In preparing for the In Memorium blog post earlier this month I had been rereading Lawrence Wright’s 2006 Pulitzer Prize winning book The Looming Tower – Al Qaeda and the Road to 9/11. In the book Wright referenced an interview Osama Bin Laden gave to ABC News journalist John Miller in 1998. The leader of Al Qaeda is asked about his view of the future of American involvement in the Middle East, his response ends with this (seen in hind sight) prophetic statement:

We anticipate a black future for America. Instead of remaining United States, it shall end up separated states and shall have to carry the bodies of its sons back to America.

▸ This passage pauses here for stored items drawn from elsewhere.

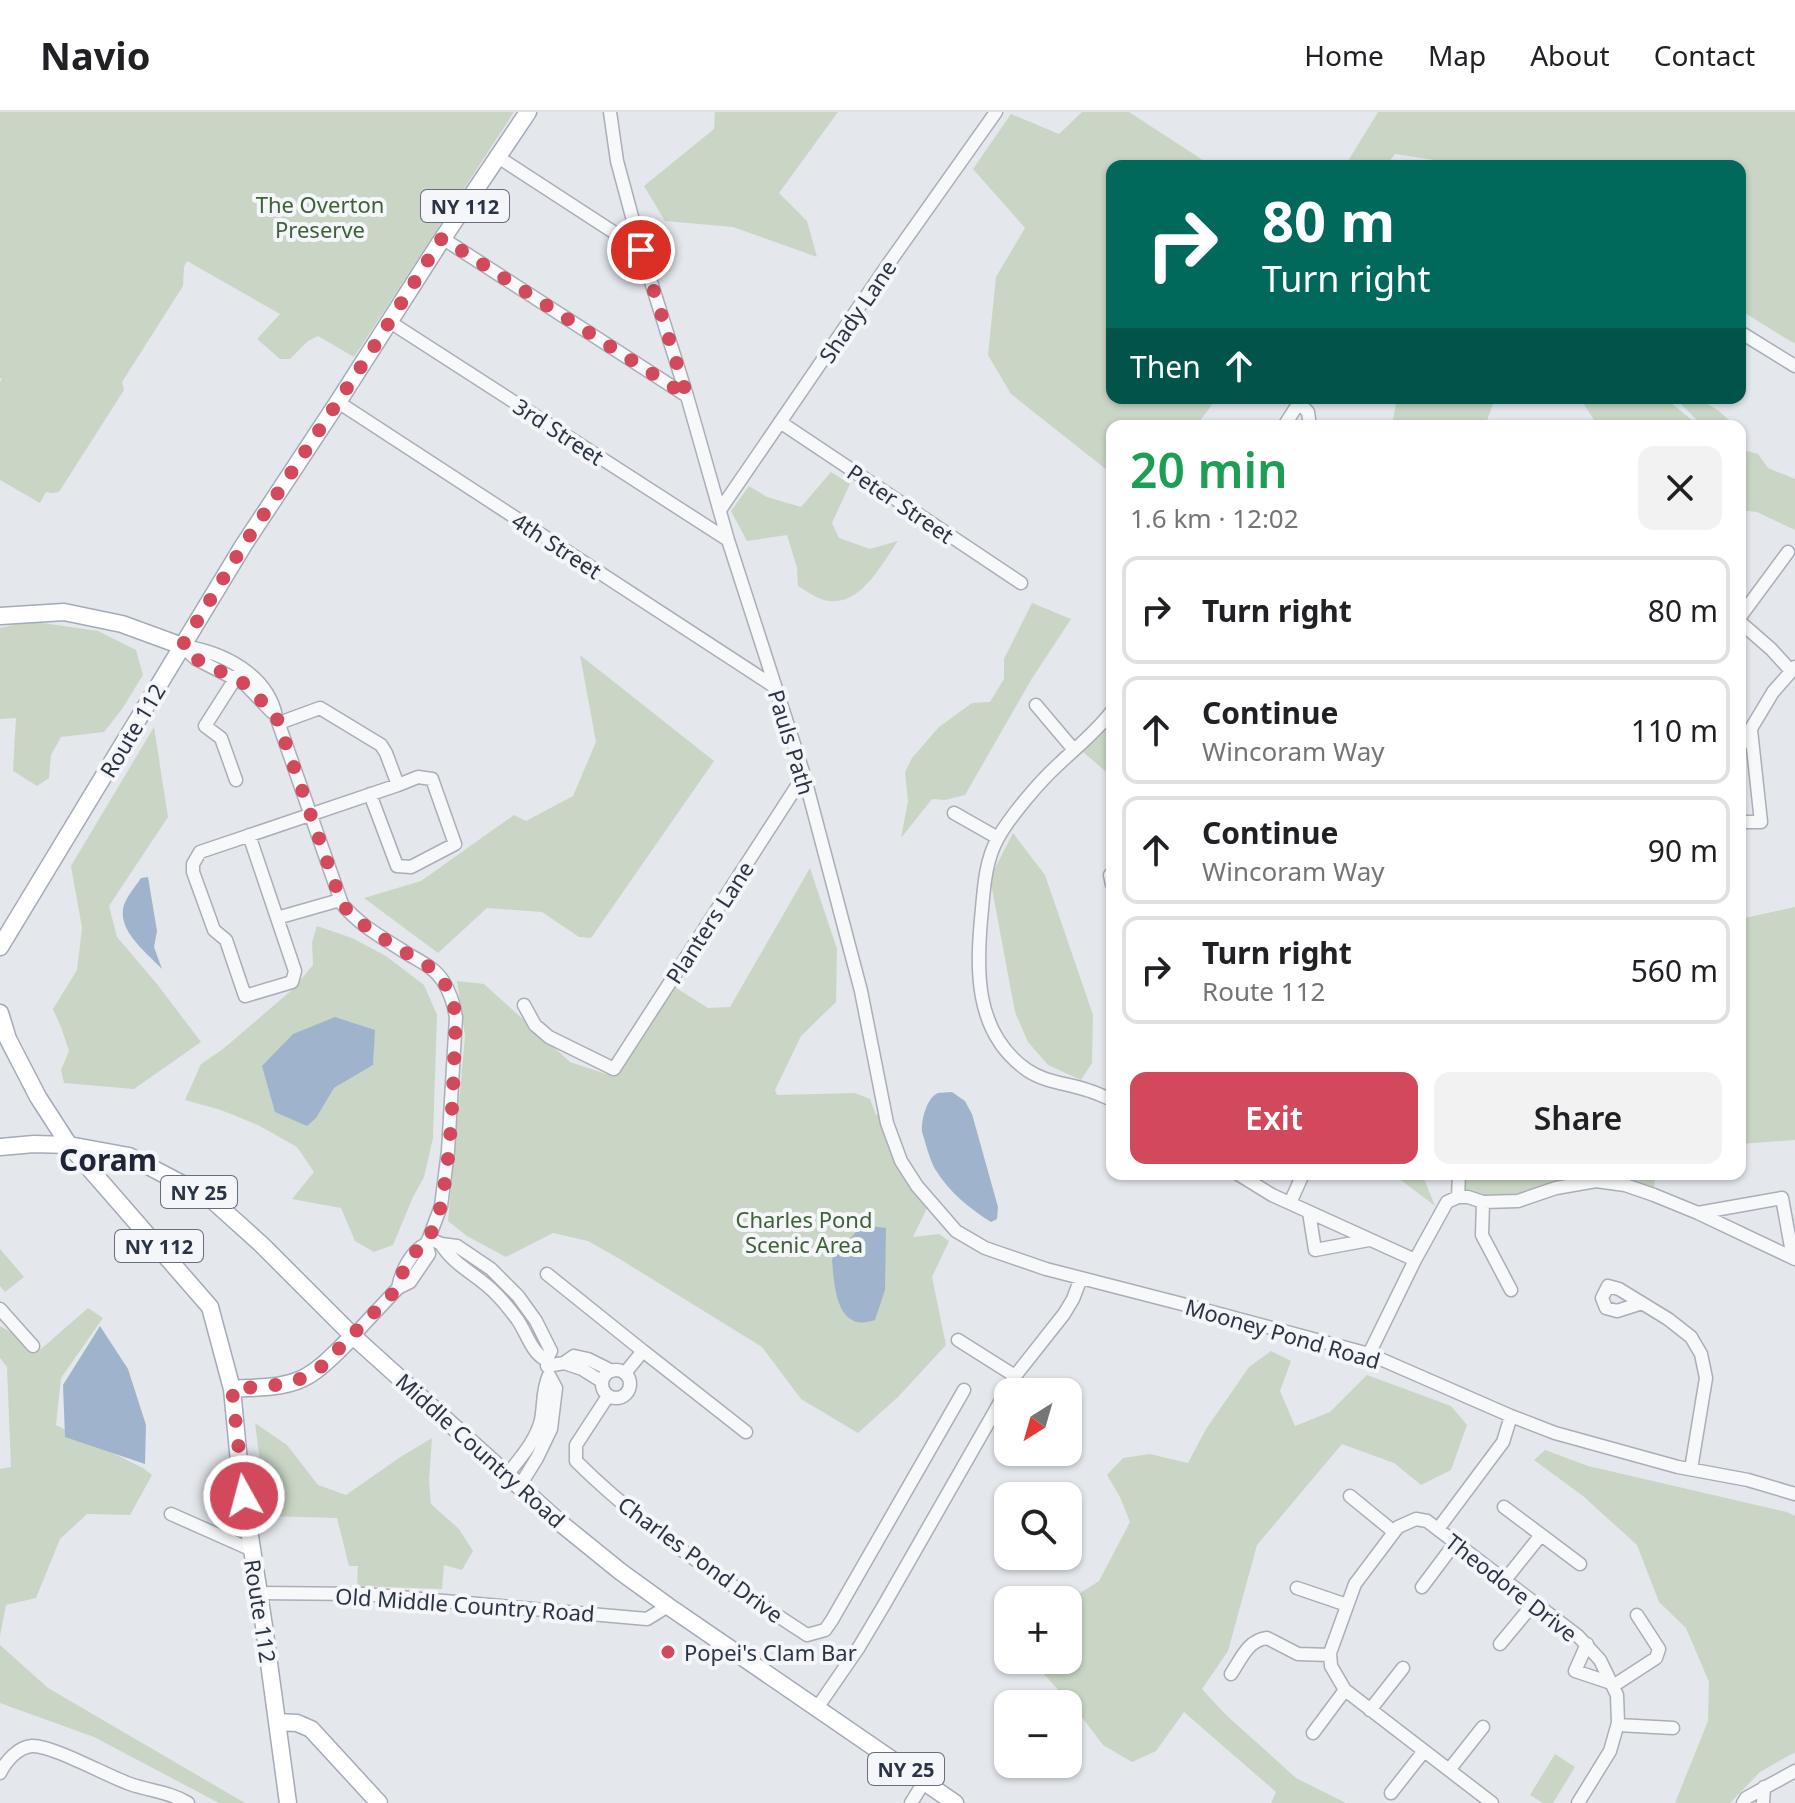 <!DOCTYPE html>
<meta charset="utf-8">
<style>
:root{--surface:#fff;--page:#f2f2f2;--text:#202124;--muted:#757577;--line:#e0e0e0;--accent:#d1495b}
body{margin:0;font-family:"Noto Sans",sans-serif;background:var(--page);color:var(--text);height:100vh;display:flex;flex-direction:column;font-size:30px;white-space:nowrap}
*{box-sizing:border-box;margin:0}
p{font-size:26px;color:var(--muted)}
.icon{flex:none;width:44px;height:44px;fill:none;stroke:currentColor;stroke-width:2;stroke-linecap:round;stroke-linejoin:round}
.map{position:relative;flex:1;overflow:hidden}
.sheet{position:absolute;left:1106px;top:308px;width:640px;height:760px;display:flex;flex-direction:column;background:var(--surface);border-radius:16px;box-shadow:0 2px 6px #0004}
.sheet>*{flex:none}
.guide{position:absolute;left:1106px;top:48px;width:640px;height:244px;border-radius:16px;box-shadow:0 2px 6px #0004;background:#00695c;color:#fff;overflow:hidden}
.needle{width:52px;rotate:217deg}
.buttons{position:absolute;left:994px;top:1266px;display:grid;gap:16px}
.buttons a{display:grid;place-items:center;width:88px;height:88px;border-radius:16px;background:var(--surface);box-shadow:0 2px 6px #0004;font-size:40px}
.pin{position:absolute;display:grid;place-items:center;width:68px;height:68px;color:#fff;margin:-34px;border:4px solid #fff;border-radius:50%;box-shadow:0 2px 8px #0007}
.me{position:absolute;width:88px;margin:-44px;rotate:353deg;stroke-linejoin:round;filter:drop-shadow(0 0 6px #0008)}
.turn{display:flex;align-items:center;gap:28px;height:168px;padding:0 24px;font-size:36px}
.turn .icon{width:104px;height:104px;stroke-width:2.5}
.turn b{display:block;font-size:56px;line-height:68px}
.then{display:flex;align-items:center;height:76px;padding:0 24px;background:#0003;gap:16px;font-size:30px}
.round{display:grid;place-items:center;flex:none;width:84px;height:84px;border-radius:16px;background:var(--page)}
.head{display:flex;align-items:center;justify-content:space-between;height:136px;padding:0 24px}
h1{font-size:48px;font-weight:600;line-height:60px;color:#1e9e55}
.button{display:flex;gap:16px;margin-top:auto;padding:16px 24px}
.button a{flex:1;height:92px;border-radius:16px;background:var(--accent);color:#fff;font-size:32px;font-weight:600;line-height:92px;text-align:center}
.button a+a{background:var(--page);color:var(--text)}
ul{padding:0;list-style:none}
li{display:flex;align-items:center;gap:24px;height:108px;margin:0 16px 12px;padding:0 8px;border:4px solid var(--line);border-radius:16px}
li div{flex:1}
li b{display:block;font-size:30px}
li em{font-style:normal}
header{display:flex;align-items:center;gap:48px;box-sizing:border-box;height:112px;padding:0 40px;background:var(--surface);border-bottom:2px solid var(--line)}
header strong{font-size:38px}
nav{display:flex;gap:44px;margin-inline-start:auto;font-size:28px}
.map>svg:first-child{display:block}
</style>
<header>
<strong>Navio</strong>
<nav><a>Home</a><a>Map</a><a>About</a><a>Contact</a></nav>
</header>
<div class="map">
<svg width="1795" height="1691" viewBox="0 0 1795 1691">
<rect width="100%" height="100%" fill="#e4e7ec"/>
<path fill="#c9d6c5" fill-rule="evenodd" d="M0 0H514L354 245 318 224 308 229 290 247H280L257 227 280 202 187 149 184 155 183 174 122 270 124 278 59 380 52 381 46 380 40 391 0 368V270L2 267 0 266Z
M715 0H838L779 81 807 109 817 145 733 115 665 109 644 74 714 17Z
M1082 0H1129L1212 54H1112V286H1217L1196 314H1112V362L1011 282 988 243 996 165 1025 116 973 57 1011 2 1059 22Z
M1378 0H1795V232L1740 198V54H1474L1395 42 1386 54H1345Z
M1397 286H1497L1494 289 1485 314H1392Z
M1580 286H1665L1699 314H1598Z
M1675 286H1698L1719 299 1735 314H1703Z
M1740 337 1758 342 1768 356 1795 367V418L1757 400 1740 398Z
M831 360 850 372 832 411 839 426 870 437 898 429C880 454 858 500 821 487 813 484 805 478 798 474L797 456 787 423 747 429 731 399 749 374 767 385 801 395Z
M1032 491 1071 507 1031 568 965 683 945 688 932 687 901 726 908 689 905 660 912 646 939 615 972 591 990 590 1004 567V547Z
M29 509 98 519 136 538 143 563 122 597 104 620 61 625 51 643 49 666 37 674 13 659 16 606 0 607V516Z
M580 543 714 649 591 826 579 825 542 800 487 796 438 841 364 786 421 769 514 703 526 709 573 684 596 630Z
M1112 607V665L1082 639Z
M154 615 168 705 109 794 117 825 157 872 201 930 134 977 64 971 61 958 69 939 61 915 53 897 77 858 82 816 71 754Z
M1013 721 1045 763 1093 903 1092 951 1081 968 1048 953 1028 930 1015 900 990 766Z
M810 756 837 837 836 890 801 924 775 978 777 983 855 981 870 987 876 1003 885 1002 928 1094 913 1125 939 1122 949 1129 932 1165 946 1233 898 1285 858 1321 801 1287 762 1235 618 1146 588 1129 553 1121 506 1145 467 1124 448 1109 465 924 457 869 484 872 570 950 606 962 617 960 673 874 708 896 730 895Z
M1795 795V1028L1740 1032V807Z
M317 814 352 826 386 844 424 873 437 903 433 1026 424 1065 413 1085 393 1133 374 1140 355 1129 341 1096 292 1087 314 1060 297 1035 258 1013 221 998 185 988 201 952 223 937 293 877 313 853 312 830ZM374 918 373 953 334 976Z
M1393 1062H1422L1435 1094Z
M1464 1062H1655L1654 1083 1596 1069 1518 1089 1458 1085Z
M0 1137 24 1165 5 1180 0 1174Z
M88 1196 103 1206 61 1266 56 1313 143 1356 152 1363 130 1403 87 1402 60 1427 36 1486 6 1493 0 1524V1357L11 1355 7 1255 0 1246V1214L41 1237Z
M1271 1239 1291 1249 1280 1279 1295 1314 1330 1300 1367 1263 1451 1294 1467 1313 1451 1358 1421 1373 1394 1351 1342 1332 1257 1433 1228 1539 1202 1577 1225 1602 1296 1666 1346 1691H1271L1276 1680 1184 1600 1156 1639 1132 1650 1103 1633 1075 1596 1031 1548H1068V1488H1046L1071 1487 1099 1469 1130 1410 1120 1385 1107 1363 1123 1346 1150 1342 1188 1351 1206 1317 1249 1255Z
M255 1311 287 1333 318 1373 346 1383 399 1346 432 1326 429 1370 431 1392 459 1417 473 1439 462 1458 444 1453 442 1477 357 1474 358 1454H349L337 1406 267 1404Z
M1545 1338 1588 1354 1787 1400 1795 1404V1640L1760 1660 1730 1691H1675L1708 1609 1709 1570 1686 1516 1659 1490 1637 1433 1583 1384 1534 1348Z
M0 1533 48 1576 245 1691H219L94 1625 0 1591Z
M1555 1642 1575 1655 1553 1691H1543L1530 1683Z"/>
<path fill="#9fb4cc" d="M148 765 157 819 154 835 162 857C147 841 116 818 124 793 127 784 135 775 141 766Z
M335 905 375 918 373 953 334 976 316 1006 307 1014 275 1000 262 954 293 922Z
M952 980 965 989 972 1002 998 1095 997 1107 991 1110C969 1096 949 1080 935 1057 929 1046 926 1032 922 1020 921 1010 926 986 938 981 938 981 951 980 952 980Z
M862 1113 886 1116 885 1178 875 1208C836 1222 834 1173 832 1147Z
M100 1214 128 1257 146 1313 145 1352 65 1325 63 1273Z"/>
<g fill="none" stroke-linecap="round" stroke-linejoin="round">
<defs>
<path id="minor" d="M610 0 617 49 641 138 687 284 728 428 804 663 861 879 887 1011 901 1049 917 1074 956 1119 985 1136 1046 1157 1186 1193 1369 1242 1511 1304 1555 1321 1678 1355 1748 1368 1795 1382
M498 45 641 138
M442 126 687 284
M390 210 728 428
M1740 220 1795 254
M338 290 775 575
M1299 291 1308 300 1310 314
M780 310 1021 471
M1284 314 1302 286
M720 398 889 151 996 0
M1740 505 1788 440
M1740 510 1771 537 1791 559
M182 534C223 540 267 562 276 604L342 792C360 814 385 827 408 842 421 850 435 856 443 869 450 880 454 893 456 905L448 1039 441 1094 429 1126
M182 534 196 547 245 572 272 600
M1036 593 1074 638
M1112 599C1097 619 1078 634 1060 651 1040 669 1011 703 998 726 986 747 984 773 982 797 976 855 973 920 1027 958 1046 971 1068 971 1090 979 1097 981 1105 985 1112 988
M1740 635 1773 580 1795 555
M236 668 221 626 205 614 242 556
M370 682 397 754 411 755 455 732 432 667 418 665 398 673
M954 701 998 726
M1740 710H1761L1751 618
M249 723 295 859 292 870 245 884 226 828 214 818 193 760V752L200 740 398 673 386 641 381 633 320 596 279 611
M1112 761 1110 763 1112 772
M277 806 340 788
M524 893 535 913 549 925 614 957 804 663
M1238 1062 1272 1083 1415 1148
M1458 1085 1459 1062
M1483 1090 1482 1123 1511 1178
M1290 1091 1303 1062
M1309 1100 1315 1138 1369 1128
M1698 1101 1782 1086 1793 1146
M426 1132 429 1126 441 1132 457 1134 491 1157 518 1184 536 1209 551 1239 546 1248C531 1240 527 1221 517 1207 511 1199 504 1190 497 1183 479 1163 456 1156 441 1132
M547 1162 643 1239
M1642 1191 1617 1199 1606 1196 1602 1186 1608 1174 1619 1177 1668 1207 1691 1225 1701 1242 1706 1266 1691 1357
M0 1197 33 1234
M353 1224 398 1176 410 1170 429 1142 426 1132C411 1139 401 1160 398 1176
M958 1228 1015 1264
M1369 1242 1415 1148 1447 1090 1458 1085H1468L1483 1090 1518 1089 1556 1076 1596 1069 1625 1073 1654 1083 1698 1101 1795 1147
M564 1251 582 1257 601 1269
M547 1254 564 1251 574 1244 588 1247 612 1259
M602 1272a14 14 0 1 1 28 0a14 14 0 1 1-28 0Z
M625 1261 643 1239 746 1320
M608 1284 576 1333V1349C643 1416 728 1471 807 1523L825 1518 832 1508 964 1278
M507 1363C520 1346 536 1329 541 1308 544 1293 542 1278 549 1263L556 1276 551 1317 537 1346 519 1375
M1350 1384 1394 1420
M1504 1395 1580 1452
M171 1402 252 1438
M1438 1417 1503 1330 1511 1304
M1505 1468 1541 1423
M1422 1475 1455 1431
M1297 1476 1347 1493
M258 1481 364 1482 647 1507 668 1494
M1500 1532 1534 1491
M1587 1532 1575 1559 1611 1571
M1231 1562C1241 1547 1248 1528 1267 1526L1298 1542 1330 1543
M1613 1574 1656 1546 1659 1537 1637 1503
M817 1596 859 1535 884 1493 1015 1264 1064 1202 1073 1187 1081 1166
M1370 1598 1403 1556
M1618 1613 1673 1616
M1313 1621 1345 1578
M1449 1658 1483 1615
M0 1661C6 1649 18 1635 32 1634 52 1633 107 1664 130 1672 150 1679 170 1680 188 1691
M1391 1681 1424 1639
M911 1691 924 1670
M1492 1691 1345 1578 1331 1554 1330 1541 1355 1472 1398 1415 1416 1407 1427 1409 1578 1524 1600 1548 1617 1583 1618 1611 1610 1639 1578 1691
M1743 1691 1746 1686 1795 1659
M1763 1691 1764 1675"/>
<path id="major" d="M0 504 64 500 122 512 182 534
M0 835 243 434 338 290 439 132 528 0
M0 901 8 927 38 985 69 1033 210 1195 232 1277 240 1360 264 1514 288 1691
M0 1035 34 1032 69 1033 129 1044 211 1087 262 1133 353 1224 558 1409 621 1460 668 1494 955 1691
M232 1277C257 1275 287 1277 309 1263 326 1253 339 1237 353 1224
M277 1610 297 1611 311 1617 379 1691"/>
</defs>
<use href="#minor" stroke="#a9aeb7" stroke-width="15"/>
<use href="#major" stroke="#a3abb8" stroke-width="19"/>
<use href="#minor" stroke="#f7f8fa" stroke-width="12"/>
<use href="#major" stroke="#fff" stroke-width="16"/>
</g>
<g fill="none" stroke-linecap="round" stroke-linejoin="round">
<path stroke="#d1495b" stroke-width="14" stroke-dasharray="0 25.2" d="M244 1384 232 1277C262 1274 292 1275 318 1258L398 1176C401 1160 411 1139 426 1132 432 1119 439 1105 441 1092 453 1033 453 965 456 905 454 893 450 880 443 869 435 856 421 850 408 842 384 827 360 814 342 792L276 604 245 572 196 547 182 534 243 434 370 241 442 126 687 284 641 138"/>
</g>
<circle fill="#d1495b" stroke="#f4f6f9" stroke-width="3" cx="668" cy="1540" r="8"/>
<g text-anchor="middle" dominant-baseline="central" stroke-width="8" stroke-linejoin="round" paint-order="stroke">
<g fill="#f4f6f9" stroke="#676e7b" stroke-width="2">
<rect x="421" y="78" width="88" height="32" rx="6"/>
<rect x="161" y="1064" width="76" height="32" rx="6"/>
<rect x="115" y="1118" width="88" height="32" rx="6"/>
<rect x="868" y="1641" width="76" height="32" rx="6"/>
</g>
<g font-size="20" font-weight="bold" fill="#2b3445">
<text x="465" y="94">NY 112</text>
<text x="199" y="1080">NY 25</text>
<text x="159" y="1134">NY 112</text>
<text x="906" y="1657">NY 25</text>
</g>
<g font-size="22" fill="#3f6138" stroke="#f4f6f9">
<text x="320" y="92">The Overton<tspan x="320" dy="25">Preserve</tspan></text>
<text x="804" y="1107">Charles Pond<tspan x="804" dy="25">Scenic Area</tspan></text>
</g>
<g font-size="22" fill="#2b3445" stroke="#f4f6f9">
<text transform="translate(857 199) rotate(-56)">Shady Lane</text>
<text transform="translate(559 319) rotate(33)">3rd Street</text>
<text transform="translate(901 391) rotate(34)">Peter Street</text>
<text transform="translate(557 433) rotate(33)">4th Street</text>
<text transform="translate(132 618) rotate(-59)">Route 112</text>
<text transform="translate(792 630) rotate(73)">Pauls Path</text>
<text transform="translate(709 810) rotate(-57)">Planters Lane</text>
<text transform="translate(1283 1221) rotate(16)">Mooney Pond Road</text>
<text transform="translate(481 1338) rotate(42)">Middle Country Road</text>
<text transform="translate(701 1447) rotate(36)">Charles Pond Drive</text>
<text transform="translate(1512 1475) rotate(38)">Theodore Drive</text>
<text transform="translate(465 1492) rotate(4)">Old Middle Country Road</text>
<text transform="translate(261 1499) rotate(81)">Route 112</text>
</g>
<g font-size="22" fill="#2b3445" stroke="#f4f6f9" text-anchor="start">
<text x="684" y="1540">Popei's Clam Bar</text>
</g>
<g font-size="30" font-weight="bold" fill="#1d2536" stroke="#f4f6f9">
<text x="108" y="1047">Coram</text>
</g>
</g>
</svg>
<div class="buttons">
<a><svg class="needle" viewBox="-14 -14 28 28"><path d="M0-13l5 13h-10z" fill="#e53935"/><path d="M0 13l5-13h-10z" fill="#757577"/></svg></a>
<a><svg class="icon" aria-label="search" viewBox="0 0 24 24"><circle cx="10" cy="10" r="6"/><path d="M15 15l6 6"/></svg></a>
<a>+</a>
<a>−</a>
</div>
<div class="pin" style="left:641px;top:138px;background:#d93025"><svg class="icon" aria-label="arrive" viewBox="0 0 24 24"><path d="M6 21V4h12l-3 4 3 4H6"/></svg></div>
<svg class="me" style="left:244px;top:1384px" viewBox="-20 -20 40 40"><circle r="17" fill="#d1495b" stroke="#fff" stroke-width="3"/><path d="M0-11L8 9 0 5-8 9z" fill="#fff"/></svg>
<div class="guide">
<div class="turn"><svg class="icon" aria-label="right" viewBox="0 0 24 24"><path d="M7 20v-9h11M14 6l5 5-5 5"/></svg><div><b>80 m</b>Turn right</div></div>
<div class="then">Then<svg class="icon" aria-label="ahead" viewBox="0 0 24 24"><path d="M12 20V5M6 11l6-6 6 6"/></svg></div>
</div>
<section class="sheet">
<div class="head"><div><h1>20 min</h1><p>1.6 km · 12:02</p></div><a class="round"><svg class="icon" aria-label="close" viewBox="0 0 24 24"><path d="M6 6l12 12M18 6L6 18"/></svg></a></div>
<ul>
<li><svg class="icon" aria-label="right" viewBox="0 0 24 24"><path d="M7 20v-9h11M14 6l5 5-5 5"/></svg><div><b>Turn right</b></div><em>80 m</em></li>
<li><svg class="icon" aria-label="ahead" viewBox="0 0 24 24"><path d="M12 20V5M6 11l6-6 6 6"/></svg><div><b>Continue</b><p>Wincoram Way</p></div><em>110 m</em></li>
<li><svg class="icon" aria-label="ahead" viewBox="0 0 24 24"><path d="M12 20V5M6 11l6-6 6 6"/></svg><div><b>Continue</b><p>Wincoram Way</p></div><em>90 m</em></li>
<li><svg class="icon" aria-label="right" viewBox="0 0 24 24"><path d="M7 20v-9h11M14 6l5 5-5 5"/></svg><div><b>Turn right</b><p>Route 112</p></div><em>560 m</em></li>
</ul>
<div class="button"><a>Exit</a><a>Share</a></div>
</section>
</div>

Osama Bin Laden in an interview with ABC news journalist John Miller in May 1998

It is of interest that Mr. Bin Laden 23 years ago seemed to envision a state of affairs in America that closely resembles what we are experiencing today. Only a month ago we witnessed the bodies of 13 of our soldiers being returned from Afghanistan to US soil where the divisions between Americans have become deeper than at any time since the Civil War. The increasing reciprocal distain expressed by progressives and conservatives for one another has been tearing apart the social fabric of the United States for years. Each side righteously excoriates the other as the source of all the problems facing the nation. There is no longer any expectation of compromise. It is a zero-sum game. The Republican and Democratic politicians who only a couple of generations ago used to socialize together rarely do so now. Such behavior would be tantamount to betrayal.

In the US today the out of power conservative factions do what they can to obstruct the woke corporate and governmental elites who have eschewed policies of toleration to demand obedience to their dictates. If and when elections reverse the positions it will be no surprise to find a similar state of affairs will obtain. One need only recall the experience of the Trump presidency. The narrative broadcast by pundits of the opposing sides appears to follow a template of outrage, disdain, and mockery when describing their opponents while praising the vision and strengths (and downplaying or ignoring the failures and foibles) of their own leaders.

What will come of this? I revert to another prophetic source, the efficacy of which may be as suspect as Bin Laden’s but comes from the Judeo-Christian tradition in the lyrics of Bob Dylan’s 1997 song Not Dark Yet that ends:

Don’t even hear a murmur of a prayer / It’s not dark yet, but it’s getting there.